> Task requirements: Copy all data exactly. Skip pictures.

--- START ---

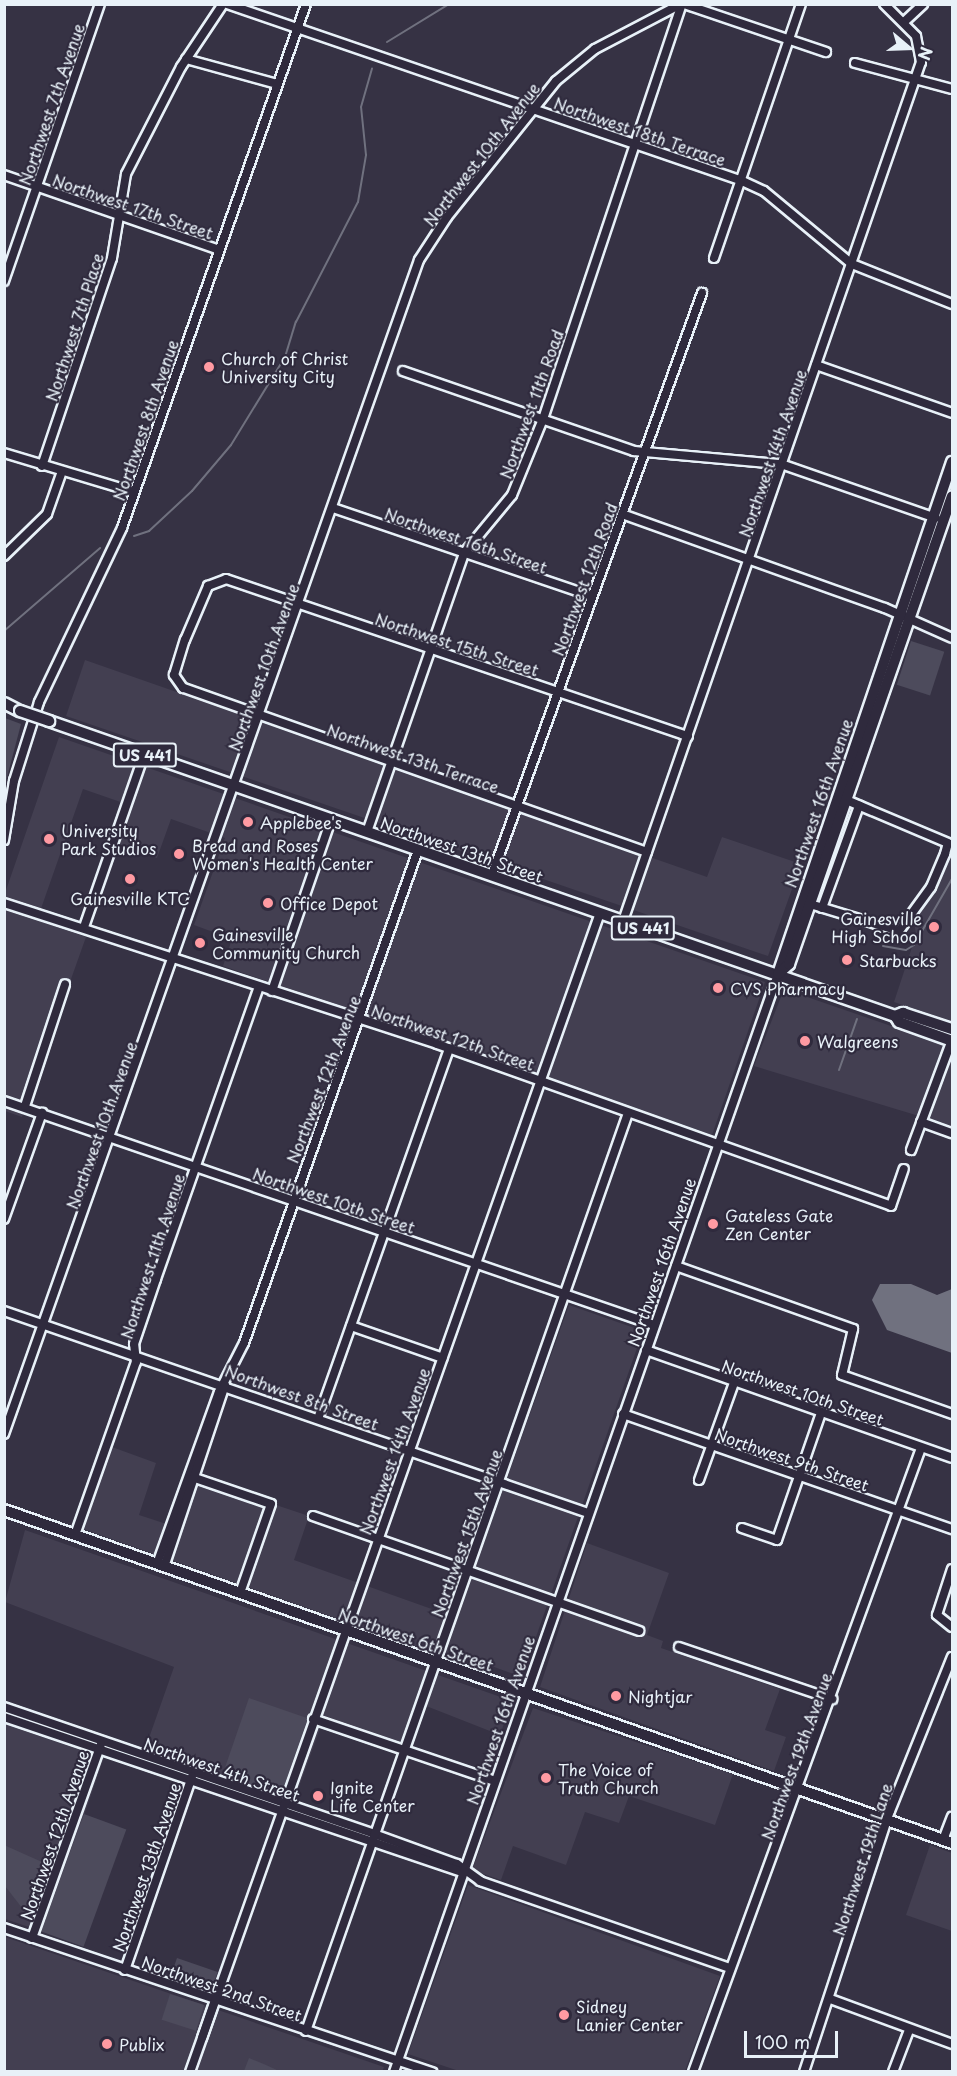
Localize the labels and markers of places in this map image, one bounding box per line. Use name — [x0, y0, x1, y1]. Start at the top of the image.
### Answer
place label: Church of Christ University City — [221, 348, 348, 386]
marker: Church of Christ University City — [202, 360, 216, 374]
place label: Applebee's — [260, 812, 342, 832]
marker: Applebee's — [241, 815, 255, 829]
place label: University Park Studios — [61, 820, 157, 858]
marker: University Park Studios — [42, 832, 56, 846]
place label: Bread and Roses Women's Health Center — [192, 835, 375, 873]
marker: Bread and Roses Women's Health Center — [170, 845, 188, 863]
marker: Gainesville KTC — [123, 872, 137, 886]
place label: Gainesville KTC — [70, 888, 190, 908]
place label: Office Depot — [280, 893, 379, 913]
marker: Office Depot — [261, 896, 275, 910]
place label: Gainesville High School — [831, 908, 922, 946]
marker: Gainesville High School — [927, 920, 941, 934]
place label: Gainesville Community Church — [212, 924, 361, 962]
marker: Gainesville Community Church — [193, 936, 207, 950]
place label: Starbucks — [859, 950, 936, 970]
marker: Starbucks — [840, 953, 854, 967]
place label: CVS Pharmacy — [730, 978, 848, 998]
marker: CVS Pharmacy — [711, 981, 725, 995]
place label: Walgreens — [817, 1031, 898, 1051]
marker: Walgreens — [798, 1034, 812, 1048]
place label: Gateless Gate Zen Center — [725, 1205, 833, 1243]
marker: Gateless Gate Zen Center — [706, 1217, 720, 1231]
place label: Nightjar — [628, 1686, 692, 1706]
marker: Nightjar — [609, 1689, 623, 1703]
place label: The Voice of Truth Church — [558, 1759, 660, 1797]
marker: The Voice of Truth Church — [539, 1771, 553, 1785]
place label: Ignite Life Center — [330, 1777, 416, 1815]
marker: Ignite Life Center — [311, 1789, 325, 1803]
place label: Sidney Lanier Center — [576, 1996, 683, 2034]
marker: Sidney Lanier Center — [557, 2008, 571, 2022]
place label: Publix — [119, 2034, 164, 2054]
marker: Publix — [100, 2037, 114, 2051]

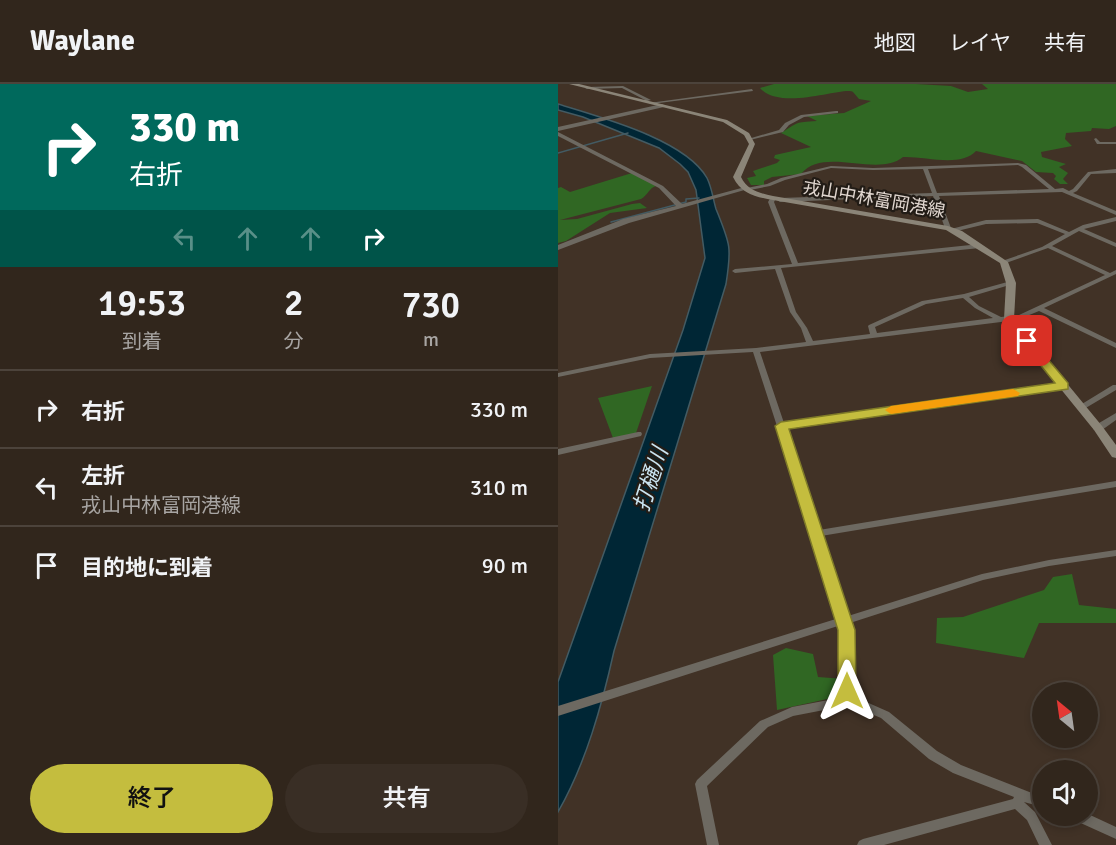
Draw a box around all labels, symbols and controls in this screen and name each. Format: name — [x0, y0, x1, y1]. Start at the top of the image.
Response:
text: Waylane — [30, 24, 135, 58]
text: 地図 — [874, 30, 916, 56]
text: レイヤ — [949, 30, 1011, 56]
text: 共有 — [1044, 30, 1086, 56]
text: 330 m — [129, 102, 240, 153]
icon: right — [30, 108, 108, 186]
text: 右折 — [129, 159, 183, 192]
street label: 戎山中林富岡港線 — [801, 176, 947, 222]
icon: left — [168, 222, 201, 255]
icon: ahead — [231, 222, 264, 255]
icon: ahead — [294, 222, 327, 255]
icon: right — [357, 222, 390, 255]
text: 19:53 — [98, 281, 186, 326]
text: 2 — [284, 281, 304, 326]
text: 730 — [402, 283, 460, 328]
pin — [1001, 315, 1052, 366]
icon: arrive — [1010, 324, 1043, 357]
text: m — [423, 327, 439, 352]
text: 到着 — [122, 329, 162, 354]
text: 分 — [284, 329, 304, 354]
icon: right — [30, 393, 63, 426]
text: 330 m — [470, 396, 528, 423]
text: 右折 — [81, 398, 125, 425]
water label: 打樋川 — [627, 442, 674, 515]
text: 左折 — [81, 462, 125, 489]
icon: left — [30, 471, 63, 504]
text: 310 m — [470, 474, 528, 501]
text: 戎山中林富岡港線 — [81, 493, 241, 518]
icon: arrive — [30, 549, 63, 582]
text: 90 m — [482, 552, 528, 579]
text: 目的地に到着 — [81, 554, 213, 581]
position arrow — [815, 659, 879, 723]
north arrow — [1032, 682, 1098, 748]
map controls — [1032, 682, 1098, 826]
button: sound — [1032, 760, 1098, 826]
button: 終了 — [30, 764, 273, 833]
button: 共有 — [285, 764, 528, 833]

--- END ---

> Task response:
Localize the labels and markers of places in this map image, one bounding box per line. Use name — [x0, y0, x1, y1]. Start at the top of the image.
### Answer
place label: Church of Christ University City — [221, 348, 348, 386]
marker: Church of Christ University City — [202, 360, 216, 374]
place label: Applebee's — [260, 812, 342, 832]
marker: Applebee's — [241, 815, 255, 829]
place label: University Park Studios — [61, 820, 157, 858]
marker: University Park Studios — [42, 832, 56, 846]
place label: Bread and Roses Women's Health Center — [192, 835, 375, 873]
marker: Bread and Roses Women's Health Center — [170, 845, 188, 863]
marker: Gainesville KTC — [123, 872, 137, 886]
place label: Gainesville KTC — [70, 888, 190, 908]
place label: Office Depot — [280, 893, 379, 913]
marker: Office Depot — [261, 896, 275, 910]
place label: Gainesville High School — [831, 908, 922, 946]
marker: Gainesville High School — [927, 920, 941, 934]
place label: Gainesville Community Church — [212, 924, 361, 962]
marker: Gainesville Community Church — [193, 936, 207, 950]
place label: Starbucks — [859, 950, 936, 970]
marker: Starbucks — [840, 953, 854, 967]
place label: CVS Pharmacy — [730, 978, 848, 998]
marker: CVS Pharmacy — [711, 981, 725, 995]
place label: Walgreens — [817, 1031, 898, 1051]
marker: Walgreens — [798, 1034, 812, 1048]
place label: Gateless Gate Zen Center — [725, 1205, 833, 1243]
marker: Gateless Gate Zen Center — [706, 1217, 720, 1231]
place label: Nightjar — [628, 1686, 692, 1706]
marker: Nightjar — [609, 1689, 623, 1703]
place label: The Voice of Truth Church — [558, 1759, 660, 1797]
marker: The Voice of Truth Church — [539, 1771, 553, 1785]
place label: Ignite Life Center — [330, 1777, 416, 1815]
marker: Ignite Life Center — [311, 1789, 325, 1803]
place label: Sidney Lanier Center — [576, 1996, 683, 2034]
marker: Sidney Lanier Center — [557, 2008, 571, 2022]
place label: Publix — [119, 2034, 164, 2054]
marker: Publix — [100, 2037, 114, 2051]

Draw a box around all labels, symbols and controls in this screen and name each. Format: name — [x0, y0, x1, y1]. Start at the top of the image.
Response:
text: Waylane — [30, 24, 135, 58]
text: 地図 — [874, 30, 916, 56]
text: レイヤ — [949, 30, 1011, 56]
text: 共有 — [1044, 30, 1086, 56]
text: 330 m — [129, 102, 240, 153]
icon: right — [30, 108, 108, 186]
text: 右折 — [129, 159, 183, 192]
street label: 戎山中林富岡港線 — [801, 176, 947, 222]
icon: left — [168, 222, 201, 255]
icon: ahead — [231, 222, 264, 255]
icon: ahead — [294, 222, 327, 255]
icon: right — [357, 222, 390, 255]
text: 19:53 — [98, 281, 186, 326]
text: 2 — [284, 281, 304, 326]
text: 730 — [402, 283, 460, 328]
pin — [1001, 315, 1052, 366]
icon: arrive — [1010, 324, 1043, 357]
text: m — [423, 327, 439, 352]
text: 到着 — [122, 329, 162, 354]
text: 分 — [284, 329, 304, 354]
icon: right — [30, 393, 63, 426]
text: 330 m — [470, 396, 528, 423]
text: 右折 — [81, 398, 125, 425]
water label: 打樋川 — [627, 442, 674, 515]
text: 左折 — [81, 462, 125, 489]
icon: left — [30, 471, 63, 504]
text: 310 m — [470, 474, 528, 501]
text: 戎山中林富岡港線 — [81, 493, 241, 518]
icon: arrive — [30, 549, 63, 582]
text: 90 m — [482, 552, 528, 579]
text: 目的地に到着 — [81, 554, 213, 581]
position arrow — [815, 659, 879, 723]
north arrow — [1032, 682, 1098, 748]
map controls — [1032, 682, 1098, 826]
button: sound — [1032, 760, 1098, 826]
button: 終了 — [30, 764, 273, 833]
button: 共有 — [285, 764, 528, 833]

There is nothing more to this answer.